(Dataset entries)
---

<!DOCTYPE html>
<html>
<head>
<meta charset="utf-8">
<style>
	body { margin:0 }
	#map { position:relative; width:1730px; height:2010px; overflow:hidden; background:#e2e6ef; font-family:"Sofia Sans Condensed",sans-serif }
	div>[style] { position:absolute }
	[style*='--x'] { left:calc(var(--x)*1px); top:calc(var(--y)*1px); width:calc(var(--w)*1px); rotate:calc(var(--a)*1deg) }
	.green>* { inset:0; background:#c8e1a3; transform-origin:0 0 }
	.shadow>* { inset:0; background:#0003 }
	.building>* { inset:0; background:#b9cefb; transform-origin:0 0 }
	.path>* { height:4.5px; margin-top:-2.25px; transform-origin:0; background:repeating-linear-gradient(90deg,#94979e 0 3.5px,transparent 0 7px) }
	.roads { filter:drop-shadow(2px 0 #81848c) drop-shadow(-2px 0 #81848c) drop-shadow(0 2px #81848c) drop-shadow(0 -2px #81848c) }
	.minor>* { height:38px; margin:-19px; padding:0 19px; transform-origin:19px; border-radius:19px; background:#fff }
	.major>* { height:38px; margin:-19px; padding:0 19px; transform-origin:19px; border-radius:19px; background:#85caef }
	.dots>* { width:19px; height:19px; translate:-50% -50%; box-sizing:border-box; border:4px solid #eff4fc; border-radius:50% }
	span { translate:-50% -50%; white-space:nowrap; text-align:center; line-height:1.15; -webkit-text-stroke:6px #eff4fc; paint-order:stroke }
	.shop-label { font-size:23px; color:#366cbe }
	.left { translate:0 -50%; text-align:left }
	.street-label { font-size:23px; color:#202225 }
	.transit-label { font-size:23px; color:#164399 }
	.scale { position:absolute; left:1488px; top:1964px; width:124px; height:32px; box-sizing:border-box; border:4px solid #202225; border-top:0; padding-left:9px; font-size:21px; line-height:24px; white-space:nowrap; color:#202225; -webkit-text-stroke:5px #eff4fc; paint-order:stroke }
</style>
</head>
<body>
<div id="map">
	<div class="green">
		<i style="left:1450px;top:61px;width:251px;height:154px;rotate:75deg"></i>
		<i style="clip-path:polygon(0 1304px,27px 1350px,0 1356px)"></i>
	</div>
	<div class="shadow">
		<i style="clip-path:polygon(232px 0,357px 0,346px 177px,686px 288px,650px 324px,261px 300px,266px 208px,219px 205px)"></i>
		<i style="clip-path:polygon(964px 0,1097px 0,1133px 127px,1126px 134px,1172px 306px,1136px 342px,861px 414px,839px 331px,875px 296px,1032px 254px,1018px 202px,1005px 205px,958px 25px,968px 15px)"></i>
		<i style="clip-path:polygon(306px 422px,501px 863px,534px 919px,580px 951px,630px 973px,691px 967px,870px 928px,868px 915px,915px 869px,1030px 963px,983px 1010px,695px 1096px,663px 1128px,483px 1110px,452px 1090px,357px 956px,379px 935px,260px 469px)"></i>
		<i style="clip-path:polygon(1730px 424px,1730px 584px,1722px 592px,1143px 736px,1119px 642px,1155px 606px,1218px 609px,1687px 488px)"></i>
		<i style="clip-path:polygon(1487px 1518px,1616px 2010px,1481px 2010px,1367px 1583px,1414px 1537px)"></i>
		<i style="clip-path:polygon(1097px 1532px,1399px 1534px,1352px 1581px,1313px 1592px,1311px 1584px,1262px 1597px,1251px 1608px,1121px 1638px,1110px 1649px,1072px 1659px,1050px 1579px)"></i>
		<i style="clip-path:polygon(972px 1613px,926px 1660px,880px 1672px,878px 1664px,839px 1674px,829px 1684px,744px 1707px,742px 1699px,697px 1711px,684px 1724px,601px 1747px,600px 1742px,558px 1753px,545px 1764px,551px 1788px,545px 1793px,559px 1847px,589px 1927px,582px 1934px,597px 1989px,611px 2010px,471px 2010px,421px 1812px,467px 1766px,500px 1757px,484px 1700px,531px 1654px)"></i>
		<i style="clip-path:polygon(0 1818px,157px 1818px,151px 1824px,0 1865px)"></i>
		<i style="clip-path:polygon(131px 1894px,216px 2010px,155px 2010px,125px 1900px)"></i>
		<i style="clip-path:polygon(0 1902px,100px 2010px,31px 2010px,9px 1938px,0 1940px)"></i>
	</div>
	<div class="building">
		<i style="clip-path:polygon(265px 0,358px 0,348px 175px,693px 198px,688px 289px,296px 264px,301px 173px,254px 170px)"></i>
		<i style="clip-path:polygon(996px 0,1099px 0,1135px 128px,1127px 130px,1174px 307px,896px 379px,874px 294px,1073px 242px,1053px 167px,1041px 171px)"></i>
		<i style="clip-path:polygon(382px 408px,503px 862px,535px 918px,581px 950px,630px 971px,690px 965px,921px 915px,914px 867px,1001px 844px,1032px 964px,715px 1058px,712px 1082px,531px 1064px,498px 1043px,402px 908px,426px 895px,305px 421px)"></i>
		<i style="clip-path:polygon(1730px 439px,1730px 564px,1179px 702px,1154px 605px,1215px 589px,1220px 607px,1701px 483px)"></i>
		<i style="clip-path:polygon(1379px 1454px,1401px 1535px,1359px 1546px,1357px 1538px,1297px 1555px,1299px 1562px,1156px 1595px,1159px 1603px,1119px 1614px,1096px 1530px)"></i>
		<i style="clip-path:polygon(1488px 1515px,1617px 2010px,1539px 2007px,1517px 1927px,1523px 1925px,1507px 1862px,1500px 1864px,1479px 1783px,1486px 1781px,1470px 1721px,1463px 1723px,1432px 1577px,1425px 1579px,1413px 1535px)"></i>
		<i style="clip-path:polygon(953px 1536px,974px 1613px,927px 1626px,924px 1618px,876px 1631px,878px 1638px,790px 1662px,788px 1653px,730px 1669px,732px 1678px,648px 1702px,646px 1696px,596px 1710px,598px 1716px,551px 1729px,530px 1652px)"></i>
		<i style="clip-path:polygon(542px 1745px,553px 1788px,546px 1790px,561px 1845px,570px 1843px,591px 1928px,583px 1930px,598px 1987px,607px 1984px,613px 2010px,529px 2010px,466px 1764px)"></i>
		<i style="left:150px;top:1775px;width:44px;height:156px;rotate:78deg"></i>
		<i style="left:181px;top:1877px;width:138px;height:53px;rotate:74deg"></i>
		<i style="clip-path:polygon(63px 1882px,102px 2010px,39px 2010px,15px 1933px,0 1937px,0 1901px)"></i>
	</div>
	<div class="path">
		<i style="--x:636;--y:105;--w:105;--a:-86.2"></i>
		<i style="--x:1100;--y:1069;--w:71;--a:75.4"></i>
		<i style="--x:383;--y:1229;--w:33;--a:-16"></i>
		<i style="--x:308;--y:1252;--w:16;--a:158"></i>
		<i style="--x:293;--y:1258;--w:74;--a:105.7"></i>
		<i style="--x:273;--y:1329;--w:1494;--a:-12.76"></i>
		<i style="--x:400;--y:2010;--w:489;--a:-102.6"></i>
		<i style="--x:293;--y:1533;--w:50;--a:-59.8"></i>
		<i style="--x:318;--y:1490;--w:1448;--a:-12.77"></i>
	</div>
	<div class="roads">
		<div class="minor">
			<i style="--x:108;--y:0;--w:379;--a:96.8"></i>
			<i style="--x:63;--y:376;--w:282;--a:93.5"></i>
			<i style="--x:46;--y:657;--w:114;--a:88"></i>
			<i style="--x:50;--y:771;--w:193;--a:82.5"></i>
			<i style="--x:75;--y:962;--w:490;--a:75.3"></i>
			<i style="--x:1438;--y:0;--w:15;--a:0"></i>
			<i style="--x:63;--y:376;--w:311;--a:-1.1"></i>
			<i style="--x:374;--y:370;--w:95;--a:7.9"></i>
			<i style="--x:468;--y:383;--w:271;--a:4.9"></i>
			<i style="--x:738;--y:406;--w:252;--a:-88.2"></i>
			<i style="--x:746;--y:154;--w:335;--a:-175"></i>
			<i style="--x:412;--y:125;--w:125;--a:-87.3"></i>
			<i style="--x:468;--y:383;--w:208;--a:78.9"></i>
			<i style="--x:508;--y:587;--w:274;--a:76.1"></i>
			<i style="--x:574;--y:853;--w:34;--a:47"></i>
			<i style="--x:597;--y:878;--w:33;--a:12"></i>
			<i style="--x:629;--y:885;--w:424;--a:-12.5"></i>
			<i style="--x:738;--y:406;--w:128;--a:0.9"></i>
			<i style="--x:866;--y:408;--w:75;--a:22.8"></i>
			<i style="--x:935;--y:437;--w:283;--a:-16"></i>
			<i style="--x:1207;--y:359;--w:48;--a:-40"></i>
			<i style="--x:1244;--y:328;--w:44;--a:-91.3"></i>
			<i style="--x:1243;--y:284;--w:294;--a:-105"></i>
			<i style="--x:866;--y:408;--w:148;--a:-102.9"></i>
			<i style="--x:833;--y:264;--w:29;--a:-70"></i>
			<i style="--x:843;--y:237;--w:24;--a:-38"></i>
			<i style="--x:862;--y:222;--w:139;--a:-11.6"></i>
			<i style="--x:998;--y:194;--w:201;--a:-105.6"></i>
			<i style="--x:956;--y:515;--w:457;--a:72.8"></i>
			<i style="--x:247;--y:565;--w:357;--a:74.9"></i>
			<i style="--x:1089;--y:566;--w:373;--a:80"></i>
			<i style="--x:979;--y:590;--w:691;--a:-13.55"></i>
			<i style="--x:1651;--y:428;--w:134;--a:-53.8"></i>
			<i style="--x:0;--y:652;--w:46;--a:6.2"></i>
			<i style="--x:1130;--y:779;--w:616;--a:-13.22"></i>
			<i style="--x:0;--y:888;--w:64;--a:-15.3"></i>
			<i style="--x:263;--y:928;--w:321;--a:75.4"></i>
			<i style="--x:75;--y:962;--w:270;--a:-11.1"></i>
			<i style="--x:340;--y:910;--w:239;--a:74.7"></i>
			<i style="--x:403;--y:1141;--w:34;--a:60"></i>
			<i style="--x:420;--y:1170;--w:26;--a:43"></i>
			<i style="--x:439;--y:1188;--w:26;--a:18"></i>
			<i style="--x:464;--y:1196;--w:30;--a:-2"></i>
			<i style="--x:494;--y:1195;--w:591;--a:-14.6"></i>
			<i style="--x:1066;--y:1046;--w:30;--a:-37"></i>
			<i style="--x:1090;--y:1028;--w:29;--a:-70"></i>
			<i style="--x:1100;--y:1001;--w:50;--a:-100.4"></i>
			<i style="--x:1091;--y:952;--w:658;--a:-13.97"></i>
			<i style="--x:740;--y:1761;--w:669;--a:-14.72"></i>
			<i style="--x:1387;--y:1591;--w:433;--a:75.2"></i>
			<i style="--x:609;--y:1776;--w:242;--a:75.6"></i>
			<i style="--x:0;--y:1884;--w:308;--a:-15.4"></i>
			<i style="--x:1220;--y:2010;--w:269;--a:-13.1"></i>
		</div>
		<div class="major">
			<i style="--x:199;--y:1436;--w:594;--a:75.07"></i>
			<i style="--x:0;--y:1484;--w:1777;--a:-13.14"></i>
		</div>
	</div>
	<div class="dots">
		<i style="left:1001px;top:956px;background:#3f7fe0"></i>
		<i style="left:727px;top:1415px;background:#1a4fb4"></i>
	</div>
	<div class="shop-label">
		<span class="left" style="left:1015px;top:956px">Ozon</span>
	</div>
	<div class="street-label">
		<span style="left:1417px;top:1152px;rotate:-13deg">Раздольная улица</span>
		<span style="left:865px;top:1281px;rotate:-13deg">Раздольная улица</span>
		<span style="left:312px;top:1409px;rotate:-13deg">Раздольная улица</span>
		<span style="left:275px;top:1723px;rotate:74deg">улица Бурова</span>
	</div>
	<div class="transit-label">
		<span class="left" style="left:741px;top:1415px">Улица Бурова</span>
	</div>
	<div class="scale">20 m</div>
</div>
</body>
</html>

---

▸ **Exercise instructions**:
Copy each line of the records that has "nowrap" in it.

▸ **Result of the exercise**:
	span { translate:-50% -50%; white-space:nowrap; text-align:center; line-height:1.15; -webkit-text-stroke:6px #eff4fc; paint-order:stroke }
	.scale { position:absolute; left:1488px; top:1964px; width:124px; height:32px; box-sizing:border-box; border:4px solid #202225; border-top:0; padding-left:9px; font-size:21px; line-height:24px; white-space:nowrap; color:#202225; -webkit-text-stroke:5px #eff4fc; paint-order:stroke }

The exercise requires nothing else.